Data provided
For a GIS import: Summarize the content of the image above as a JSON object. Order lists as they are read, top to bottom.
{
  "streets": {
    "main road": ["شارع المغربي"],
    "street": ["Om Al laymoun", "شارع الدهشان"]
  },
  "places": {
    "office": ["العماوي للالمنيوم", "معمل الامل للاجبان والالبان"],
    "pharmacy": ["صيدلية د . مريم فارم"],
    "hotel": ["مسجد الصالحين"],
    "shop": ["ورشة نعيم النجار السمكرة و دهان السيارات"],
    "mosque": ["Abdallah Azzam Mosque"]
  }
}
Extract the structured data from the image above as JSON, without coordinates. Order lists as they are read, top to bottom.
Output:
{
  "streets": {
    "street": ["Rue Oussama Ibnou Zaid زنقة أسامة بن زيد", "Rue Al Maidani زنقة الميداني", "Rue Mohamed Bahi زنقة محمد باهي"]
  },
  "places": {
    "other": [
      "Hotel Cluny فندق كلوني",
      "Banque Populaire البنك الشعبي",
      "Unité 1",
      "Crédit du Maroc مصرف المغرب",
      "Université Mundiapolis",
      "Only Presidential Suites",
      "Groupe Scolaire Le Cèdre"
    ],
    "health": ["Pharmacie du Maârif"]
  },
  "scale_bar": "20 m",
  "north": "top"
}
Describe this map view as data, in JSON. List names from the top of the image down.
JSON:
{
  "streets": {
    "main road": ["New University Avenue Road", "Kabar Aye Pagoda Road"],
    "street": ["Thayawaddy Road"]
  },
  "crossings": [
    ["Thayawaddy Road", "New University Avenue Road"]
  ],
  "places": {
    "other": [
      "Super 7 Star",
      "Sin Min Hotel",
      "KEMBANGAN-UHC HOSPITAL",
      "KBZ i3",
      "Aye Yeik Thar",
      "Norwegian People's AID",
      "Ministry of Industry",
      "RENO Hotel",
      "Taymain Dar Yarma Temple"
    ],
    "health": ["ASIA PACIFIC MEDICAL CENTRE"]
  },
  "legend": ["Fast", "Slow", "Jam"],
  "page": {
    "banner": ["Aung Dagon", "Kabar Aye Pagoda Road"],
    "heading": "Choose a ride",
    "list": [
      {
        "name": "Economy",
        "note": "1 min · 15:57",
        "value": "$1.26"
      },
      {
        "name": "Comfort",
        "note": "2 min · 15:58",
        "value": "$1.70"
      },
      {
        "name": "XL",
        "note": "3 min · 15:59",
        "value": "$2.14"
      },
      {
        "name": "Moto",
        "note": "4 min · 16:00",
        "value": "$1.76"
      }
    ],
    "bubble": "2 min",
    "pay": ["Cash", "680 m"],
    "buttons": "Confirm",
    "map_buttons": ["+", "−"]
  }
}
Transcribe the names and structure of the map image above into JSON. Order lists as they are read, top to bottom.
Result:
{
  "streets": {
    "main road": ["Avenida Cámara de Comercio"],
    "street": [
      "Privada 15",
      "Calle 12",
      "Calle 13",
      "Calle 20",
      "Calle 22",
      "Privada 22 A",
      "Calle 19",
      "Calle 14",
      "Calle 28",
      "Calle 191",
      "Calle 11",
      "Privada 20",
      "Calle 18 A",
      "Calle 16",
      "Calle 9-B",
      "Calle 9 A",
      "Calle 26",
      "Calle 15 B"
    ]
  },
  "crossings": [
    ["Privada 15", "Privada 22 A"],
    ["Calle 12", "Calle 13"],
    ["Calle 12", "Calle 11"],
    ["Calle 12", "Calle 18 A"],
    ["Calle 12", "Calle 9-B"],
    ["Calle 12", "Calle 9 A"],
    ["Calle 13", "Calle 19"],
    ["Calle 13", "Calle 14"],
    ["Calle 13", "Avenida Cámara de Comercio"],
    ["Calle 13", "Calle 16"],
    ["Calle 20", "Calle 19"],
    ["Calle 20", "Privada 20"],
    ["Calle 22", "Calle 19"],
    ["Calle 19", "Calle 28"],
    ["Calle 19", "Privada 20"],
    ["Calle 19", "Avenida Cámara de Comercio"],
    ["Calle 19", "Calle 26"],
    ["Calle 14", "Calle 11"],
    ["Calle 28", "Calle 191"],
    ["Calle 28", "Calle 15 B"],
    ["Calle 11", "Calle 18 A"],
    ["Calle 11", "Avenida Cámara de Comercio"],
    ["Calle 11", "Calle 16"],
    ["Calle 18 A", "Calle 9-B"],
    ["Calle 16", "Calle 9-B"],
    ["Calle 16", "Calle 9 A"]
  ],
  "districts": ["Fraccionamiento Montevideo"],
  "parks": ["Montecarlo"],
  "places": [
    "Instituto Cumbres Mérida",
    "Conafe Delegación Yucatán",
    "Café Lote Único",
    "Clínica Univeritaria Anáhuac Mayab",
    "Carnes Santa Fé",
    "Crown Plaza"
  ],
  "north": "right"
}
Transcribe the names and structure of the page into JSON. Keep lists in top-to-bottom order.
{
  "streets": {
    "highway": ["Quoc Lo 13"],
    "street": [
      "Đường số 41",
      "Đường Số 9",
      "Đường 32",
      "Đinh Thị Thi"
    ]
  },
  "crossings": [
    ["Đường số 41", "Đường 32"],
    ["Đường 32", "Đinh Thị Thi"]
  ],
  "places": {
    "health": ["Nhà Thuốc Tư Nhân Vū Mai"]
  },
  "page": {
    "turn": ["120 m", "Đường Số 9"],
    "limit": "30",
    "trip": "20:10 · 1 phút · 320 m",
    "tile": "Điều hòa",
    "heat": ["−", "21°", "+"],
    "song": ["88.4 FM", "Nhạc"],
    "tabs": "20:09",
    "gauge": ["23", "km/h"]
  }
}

Instructions for the task
Whenever the word "Cámara" shows up in a line of the entries above, copy that line.

Answer section
    "main road": ["Avenida Cámara de Comercio"],
    ["Calle 13", "Avenida Cámara de Comercio"],
    ["Calle 19", "Avenida Cámara de Comercio"],
    ["Calle 11", "Avenida Cámara de Comercio"],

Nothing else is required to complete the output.